Foods Indigenous to the Western Hemisphere


By Scott Sheu

Solanum muricatum

Pepino dulce, Pepino Melon, Melon Shrub, Melon Pear

The pepino gets its name from the Spanish word for “cucumber” due to some similarities of taste and texture between the two.  However, this member of the nightshade family is sweet when ripe, earning it the modern moniker pepino dulce (“sweet cucumber”).

Geographical Description

            The pepino is native to the South American Andes, where it was central to the Incan diet in pre-Columbian times.  Many pepino-shaped vessels, amulets, and other ornamentals have been excavated from Incan sites.  By the time the Spanish arrived, the plant was already widespread throughout the Incan empire, which included Peru, Ecuador, northern Chile, and parts of Bolivia (Prohens).  The pepino also made a big impression on the Spanish, who spread the fruit throughout South and Central America.  The pepino was widely introduced to Europe in the 18th century, spreading from Spain to other countries.  The pepino was also grown in the California and Florida by the late 19th century.  It has since become an important commercial crop in New Zealand, Chile, and California and is an especially popular fruit in Japan.

Botanical Description

            The pepino plant is an erect, bushy herb that can reach up to 2-3 feet high and has been compared to a tomato vine in appearance.  It has thin branches that hold bright green leaves covered with tiny hairs.  The pepino’s small, sparse flowers are blue, violet, or white marked with purple.

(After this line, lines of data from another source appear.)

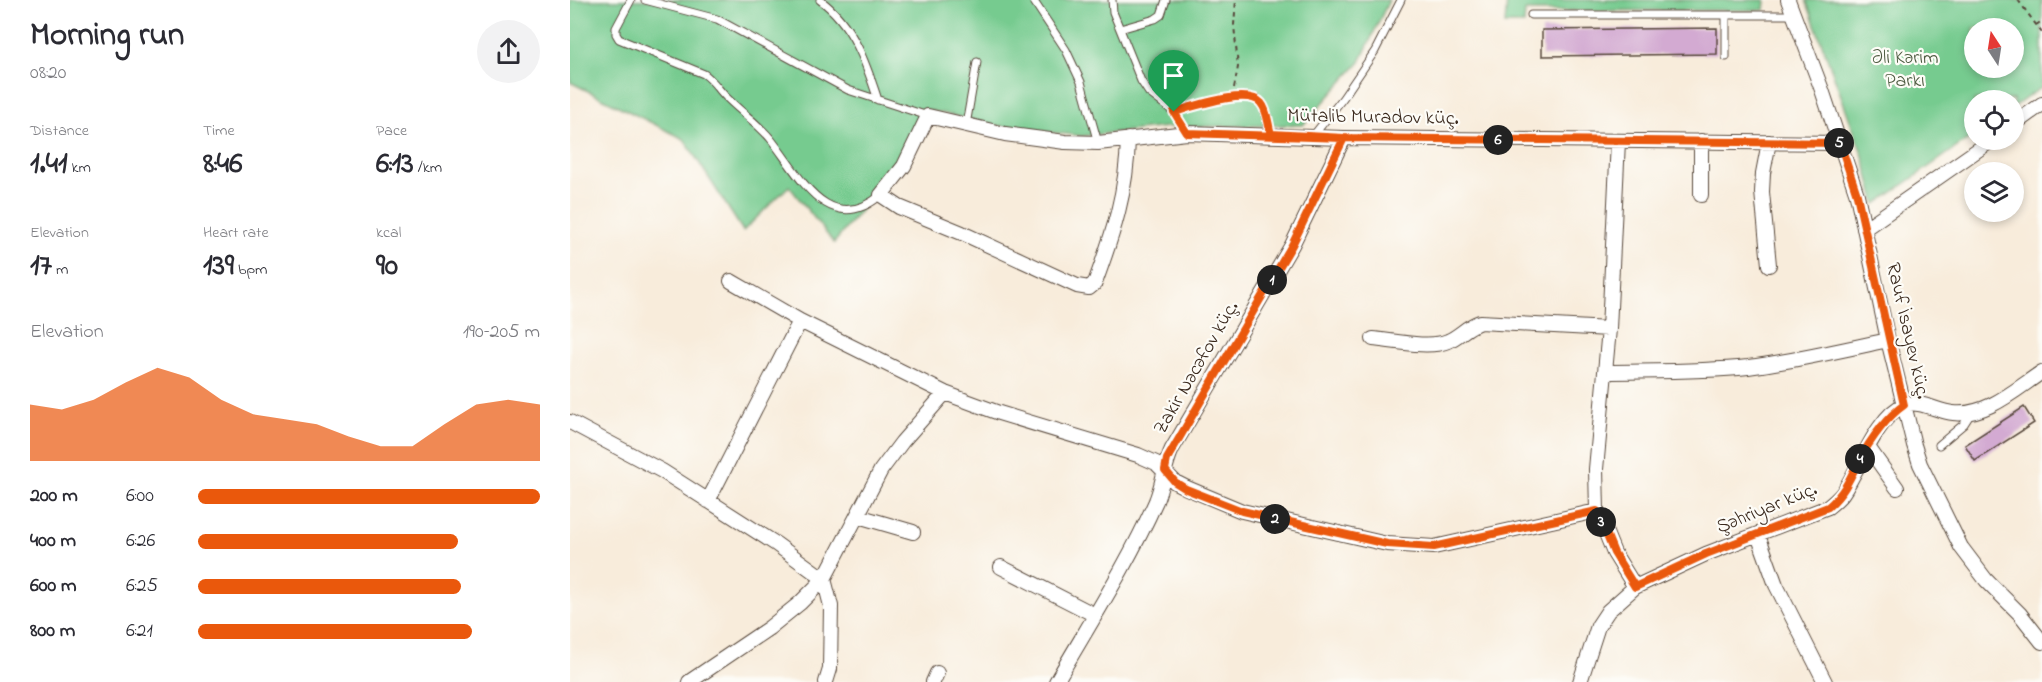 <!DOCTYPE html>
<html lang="en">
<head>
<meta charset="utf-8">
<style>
  body { margin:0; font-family:"Indie Flower",sans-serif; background:#f2f2f3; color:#2b2b33; height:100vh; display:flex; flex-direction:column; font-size:22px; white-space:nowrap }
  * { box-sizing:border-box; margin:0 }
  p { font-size:20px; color:#7c7c81 }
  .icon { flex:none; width:33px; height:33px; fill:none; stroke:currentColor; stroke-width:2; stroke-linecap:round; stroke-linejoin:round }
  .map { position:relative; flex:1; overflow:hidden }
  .details { display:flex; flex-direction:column; background:#fff; width:570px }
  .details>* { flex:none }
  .needle { width:39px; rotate:348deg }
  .controls { position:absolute; left:1394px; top:18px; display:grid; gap:12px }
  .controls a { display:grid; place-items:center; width:60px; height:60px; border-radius:50%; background:#fff; box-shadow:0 3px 9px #0003; font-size:30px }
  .pin { position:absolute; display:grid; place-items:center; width:51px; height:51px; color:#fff; margin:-62px -26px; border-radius:50% 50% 50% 0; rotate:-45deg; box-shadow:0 0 6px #0007 }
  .pin .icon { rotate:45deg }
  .km { position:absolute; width:30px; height:30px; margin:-15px; border-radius:50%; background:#222; color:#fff; font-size:16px; line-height:30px; text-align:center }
  .round { display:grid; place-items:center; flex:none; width:63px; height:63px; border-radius:32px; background:#f2f2f3 }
  .headline { display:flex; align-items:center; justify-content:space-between; height:102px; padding:0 30px }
  h1 { font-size:33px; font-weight:800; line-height:45px }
  .figures { display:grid; grid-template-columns:repeat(3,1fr); gap:9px; height:102px; padding:6px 30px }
  .figures div { display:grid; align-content:center }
  .figures b { font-size:30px; font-weight:800 }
  .figures small { font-size:16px; font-weight:400 }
  .figures p { font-size:16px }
  .chart { height:168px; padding:12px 30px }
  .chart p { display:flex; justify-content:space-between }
  .chart svg { width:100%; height:108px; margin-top:6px; fill:#ea580c; opacity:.7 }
  ul { padding:0 30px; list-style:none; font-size:20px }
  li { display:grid; grid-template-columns:96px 72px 1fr; align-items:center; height:45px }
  li i { height:15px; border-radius:8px; background:#ea580c }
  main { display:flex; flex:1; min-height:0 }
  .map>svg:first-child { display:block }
</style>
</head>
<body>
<main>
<section class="details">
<div class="headline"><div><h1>Morning run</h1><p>08:20</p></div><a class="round"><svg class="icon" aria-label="share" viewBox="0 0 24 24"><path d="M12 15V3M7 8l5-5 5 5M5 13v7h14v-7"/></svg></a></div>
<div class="figures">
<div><p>Distance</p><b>1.41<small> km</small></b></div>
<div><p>Time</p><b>8:46</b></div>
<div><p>Pace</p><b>6:13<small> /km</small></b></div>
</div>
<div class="figures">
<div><p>Elevation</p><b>17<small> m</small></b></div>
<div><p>Heart rate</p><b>139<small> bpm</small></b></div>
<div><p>kcal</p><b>90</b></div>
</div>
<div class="chart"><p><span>Elevation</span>190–205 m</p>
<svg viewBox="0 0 160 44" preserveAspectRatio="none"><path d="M0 44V21L10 23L20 19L30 12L40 6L50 10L60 19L70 25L80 27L90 29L100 34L110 38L120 38L130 29L140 21L150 19L160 21V44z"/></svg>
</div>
<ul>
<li><b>200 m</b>6:00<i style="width:100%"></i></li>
<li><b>400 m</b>6:26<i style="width:76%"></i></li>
<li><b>600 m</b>6:25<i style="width:77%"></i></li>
<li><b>800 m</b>6:21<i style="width:80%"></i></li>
</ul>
</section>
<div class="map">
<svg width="1472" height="682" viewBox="0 0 1472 682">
  <rect width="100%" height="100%" fill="#fdfcf7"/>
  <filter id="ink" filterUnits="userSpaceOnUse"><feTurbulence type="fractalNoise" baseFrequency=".0167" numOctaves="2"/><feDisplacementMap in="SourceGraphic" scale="12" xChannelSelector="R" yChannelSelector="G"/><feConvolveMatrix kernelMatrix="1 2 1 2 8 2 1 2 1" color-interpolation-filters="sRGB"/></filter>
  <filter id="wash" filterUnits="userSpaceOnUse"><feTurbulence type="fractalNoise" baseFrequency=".008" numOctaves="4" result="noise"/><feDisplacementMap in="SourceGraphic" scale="24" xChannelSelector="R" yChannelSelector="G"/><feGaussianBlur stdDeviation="1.35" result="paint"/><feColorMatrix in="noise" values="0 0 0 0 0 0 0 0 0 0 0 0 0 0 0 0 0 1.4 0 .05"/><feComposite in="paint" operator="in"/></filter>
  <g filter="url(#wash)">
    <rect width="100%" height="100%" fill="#f8ecdb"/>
    <path fill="#76cb8f" stroke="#587a56" stroke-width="1.5" fill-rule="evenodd" d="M0 0H819L790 62 733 125 597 127 512 136 429 126 354 109 332 159 264 243 219 186 173 231 114 139 0 82Z
      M937 0H1195L1194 10 955 11 954 24H935Z
      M1236 0H1472V87L1443 107V100H1404V135L1306 204 1293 156ZM1443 28V68H1404V28Z"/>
    <g id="blocks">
      <path fill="#d3aad2" d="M1147 28V54L972 56V30Z
        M1454 407 1464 423 1405 461 1395 445Z"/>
    </g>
  </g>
  <g filter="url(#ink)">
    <use href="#blocks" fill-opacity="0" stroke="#57473a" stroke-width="1.5"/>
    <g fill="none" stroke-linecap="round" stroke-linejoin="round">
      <g stroke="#57473a" stroke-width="9">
        <path id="lane" d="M61 0 46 28V34L49 39 134 74C143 80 148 89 156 97 170 111 187 123 200 138 229 174 258 239 311 195
          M75 0 147 19 278 90 358 116
          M250 0C283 24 296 63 308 100
          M463 0 496 50 511 82 528 143
          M542 0 543 12 571 81 579 93 604 112 617 133
          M961 15H1224
          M1156 15V57
          M550 29 585 19 591 15 596 0
          M604 112C622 107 678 87 691 103 698 111 698 125 701 134
          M396 125 407 62
          M743 136 773 98 805 51 831 0
          M1369 445 1394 424 1401 413"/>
      </g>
      <g stroke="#57473a" stroke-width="16">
        <path id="street" d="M1218 0 1252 90 1287 195 1318 340 1344 445 1350 464 1391 547 1416 580 1450 614 1472 642
          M1443 125 1472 104
          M558 139C557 192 543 234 525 283L519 288 507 286 392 233 329 207 311 195 334 166 358 116 435 134 495 142 528 143 617 133 774 138 1270 143
          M1048 141 1039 329 1026 469 1027 511 1044 553 1065 587
          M1131 141V195
          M1294 229 1422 140
          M1199 265 1192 192 1193 173 1199 142
          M161 281 230 321 375 393 429 413 568 455 586 463 605 482 617 488 672 511 817 544 864 547 1027 511
          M803 339C824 341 860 349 878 341 890 336 897 326 910 322L1039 329
          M1035 372C1082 371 1130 372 1178 367 1225 361 1272 350 1318 340
          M0 422 92 471 206 544 254 579 261 606 260 669 256 682
          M1298 447 1327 488
          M138 501 230 321
          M288 516 343 532
          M1188 535 1206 585 1255 682
          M431 567 525 615
          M119 682 199 628 230 603 254 579 311 470 332 442 375 393
          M363 682 367 673
          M486 682C520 623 558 564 586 501 593 484 594 466 602 449L722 245 774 138
          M1010 682 1028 626 1038 611 1065 587 1136 554 1258 507C1263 503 1268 499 1272 494 1288 472 1307 415 1334 405 1349 399 1368 412 1383 413 1416 417 1446 389 1472 372"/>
      </g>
      <path stroke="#57473a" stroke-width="2" stroke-dasharray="4.5 4.5" stroke-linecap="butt" d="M1448 0 1472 33
        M1466 25 1472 21
        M664 88 668 67 664 25 666 0"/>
      <use href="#lane" stroke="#fff" stroke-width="7"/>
      <use href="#street" stroke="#fff" stroke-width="14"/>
    </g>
  </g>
  <g fill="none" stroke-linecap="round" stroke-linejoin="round" filter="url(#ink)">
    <g stroke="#fff" stroke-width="12">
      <path id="route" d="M604 112 617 133 774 138 722 245 597 459 595 470 605 482 616 489 672 511 817 544 864 547 1027 511 1044 553 1065 587 1136 554 1258 507C1273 494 1279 481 1287 464 1299 442 1314 419 1334 405L1287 195 1270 143 774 138 701 134C698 125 698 111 691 103 678 87 622 107 604 112"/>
    </g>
    <use href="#route" stroke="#ea580c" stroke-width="8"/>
  </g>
  <g text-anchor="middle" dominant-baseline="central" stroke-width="4.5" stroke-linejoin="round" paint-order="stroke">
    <g font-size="20" fill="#4d5a40" stroke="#fdfcf7">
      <text x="1335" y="58">Əli Kərim<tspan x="1335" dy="23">Parkı</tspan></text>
    </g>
    <g font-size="20" fill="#3b2a1e" stroke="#fdfcf7">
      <text transform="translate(803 118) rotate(1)">Mütalib Muradov küç.</text>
      <text transform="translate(1337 331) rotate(77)">Rauf İsayev küç.</text>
      <text transform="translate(627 368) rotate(-60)">Zakir Nəcəfov küç.</text>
      <text transform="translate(1197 509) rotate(-22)">Şəhriyar küç.</text>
    </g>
  </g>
</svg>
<div class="controls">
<a><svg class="needle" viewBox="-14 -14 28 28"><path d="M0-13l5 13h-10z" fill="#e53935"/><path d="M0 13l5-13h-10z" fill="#7c7c81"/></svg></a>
<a><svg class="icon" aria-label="locate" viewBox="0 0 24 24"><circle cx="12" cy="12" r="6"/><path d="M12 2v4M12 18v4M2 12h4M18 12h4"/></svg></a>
<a><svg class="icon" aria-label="layers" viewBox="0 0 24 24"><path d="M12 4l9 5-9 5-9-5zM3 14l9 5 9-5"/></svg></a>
</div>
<div class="pin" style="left:604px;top:112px;background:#1e9e55"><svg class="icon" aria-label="arrive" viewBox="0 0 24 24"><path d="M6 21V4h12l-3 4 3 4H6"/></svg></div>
<b class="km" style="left:702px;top:280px">1</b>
<b class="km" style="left:705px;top:519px">2</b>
<b class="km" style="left:1031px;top:522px">3</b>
<b class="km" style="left:1290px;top:459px">4</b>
<b class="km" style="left:1269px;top:143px">5</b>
<b class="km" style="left:928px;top:140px">6</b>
</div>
</main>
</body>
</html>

            The fruit comes in a variety of shapes and sizes.  Most pepino fruits sold commercially are oval-shaped, around 2-4 inches long, and generally seedless.  It turns from a light green to a pale yellow color with purple streaks and spots when ripened.   The flesh ranges from white to pale yellow and has a mildly sweet, juicy taste that is comparable to the honeydew or cantaloupe (CRFG).

Culinary Usage

            When eaten fresh, the flesh of the pepino is usually scooped or peeled to avoid the bitter skin.  Unripe pepinos can also be eaten and treated much like a cucumber in salads, baked like a squash and used in a variety of other dishes.

Other Usages

            According to one 17th century writer, the juice of the pepino “mixed with pink ointment, is profitable against kidney heat” (Prohens, Ruiz & Nuez).  Pepino plants have also been used as ornamentals, especially due to the powerful scent that the fruit gives off.



Davidson, Alan. The Oxford Companion to Food. Oxford: Oxford University Press, 1999.

National Research Council Advisory Committee on Technology Innovation. Lost Crops of the Incas: Little-Known Plants of the Andews with Promise for Worldwide Cultvivation. Washington, D.C.: National Academy, 1989. Google Books. Web.

"Pepino Dulce Fruit Facts." California Rare Fruit Growers. Web. <>.

Prohens, Jaime, Juan J. Ruiz, and Fernando Nuez. "The Pepino (Solanum Muricatum, Solanaceae): A "New" Crop with a History." Economic Botany 1996. Print.

Weaver, William Woys. 100 Vegetables and Where They Came From. Chapel Hill: Algonquin, 2000. Google Books. Web.